Zimbabwe police have declined to grant the country’s largest labor movement, the Zimbabwe Congress of Trade Unions (ZCTU), permission to stage nationwide protests against bond notes introduced on Monday.
ZCTU secretary general, Japhet Moyo, said police informed them that the organization has nothing to do with the bond notes, which the Reserve Bank of Zimbabwe claims are designed to boost the country’s exports.
The ZCTU wrote a letter to the Zimbabwe Republic Police recently seeking to stage a peaceful march Friday in the country against the bond notes, widely viewed by some Zimbabweans as an attempt by the government to re-introduce the moribund local dollar that was abandoned in 2009 due to historic hyperinflation.
“We have received a letter from the police (informing us) that the bond notes have nothing to do with trade unions and therefore we cannot demonstrate against bond notes. It’s something that we are currently debating on how to respond to this ignorance by the police.”

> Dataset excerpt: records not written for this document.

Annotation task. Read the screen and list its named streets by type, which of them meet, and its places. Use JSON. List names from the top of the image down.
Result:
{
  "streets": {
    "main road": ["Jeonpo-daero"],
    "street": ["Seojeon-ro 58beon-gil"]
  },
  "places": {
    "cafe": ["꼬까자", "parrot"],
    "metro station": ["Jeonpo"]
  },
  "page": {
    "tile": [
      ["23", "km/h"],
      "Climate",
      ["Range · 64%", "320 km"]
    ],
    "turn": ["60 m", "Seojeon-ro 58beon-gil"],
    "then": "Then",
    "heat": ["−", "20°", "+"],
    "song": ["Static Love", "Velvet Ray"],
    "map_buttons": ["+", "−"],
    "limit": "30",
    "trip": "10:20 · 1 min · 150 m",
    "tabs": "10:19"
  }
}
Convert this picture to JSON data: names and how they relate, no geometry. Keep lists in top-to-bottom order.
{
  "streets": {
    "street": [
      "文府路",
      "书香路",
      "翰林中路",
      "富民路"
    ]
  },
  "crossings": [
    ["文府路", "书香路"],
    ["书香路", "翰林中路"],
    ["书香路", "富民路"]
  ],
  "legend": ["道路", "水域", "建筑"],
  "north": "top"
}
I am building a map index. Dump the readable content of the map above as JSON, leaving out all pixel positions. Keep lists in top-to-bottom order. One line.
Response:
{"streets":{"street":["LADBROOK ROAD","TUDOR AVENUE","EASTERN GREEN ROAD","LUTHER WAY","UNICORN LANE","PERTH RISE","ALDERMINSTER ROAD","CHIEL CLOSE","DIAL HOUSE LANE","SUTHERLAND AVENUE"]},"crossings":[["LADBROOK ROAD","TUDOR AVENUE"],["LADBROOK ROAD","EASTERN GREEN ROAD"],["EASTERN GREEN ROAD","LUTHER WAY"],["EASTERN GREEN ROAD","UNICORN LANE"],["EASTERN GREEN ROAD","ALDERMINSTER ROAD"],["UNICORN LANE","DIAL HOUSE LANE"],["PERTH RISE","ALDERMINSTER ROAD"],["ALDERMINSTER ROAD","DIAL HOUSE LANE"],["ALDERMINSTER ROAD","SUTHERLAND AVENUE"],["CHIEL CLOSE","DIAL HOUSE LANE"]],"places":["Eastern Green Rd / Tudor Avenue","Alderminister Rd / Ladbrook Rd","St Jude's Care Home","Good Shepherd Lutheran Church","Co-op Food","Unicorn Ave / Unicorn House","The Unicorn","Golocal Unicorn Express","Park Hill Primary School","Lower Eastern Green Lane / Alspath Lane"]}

Moyo said the ZCTU may end up seeking legal action to force the police to grant them permission to stage the protests.
The law requires organizations planning to hold public meetings to inform the police. Several organizations, which include the opposition MDC led by Morgan Tsvangirai and protest group, Tajamuka-Sesijikile Campaign, are expected to stage a protest over the introduction of bond notes on Wednesday.
Responding to the planned protests, Zanu PF lawmaker, Joseph Tshuma, told Studio 7 that these groups are sponsored by the West to effect regime change in Zimbabwe.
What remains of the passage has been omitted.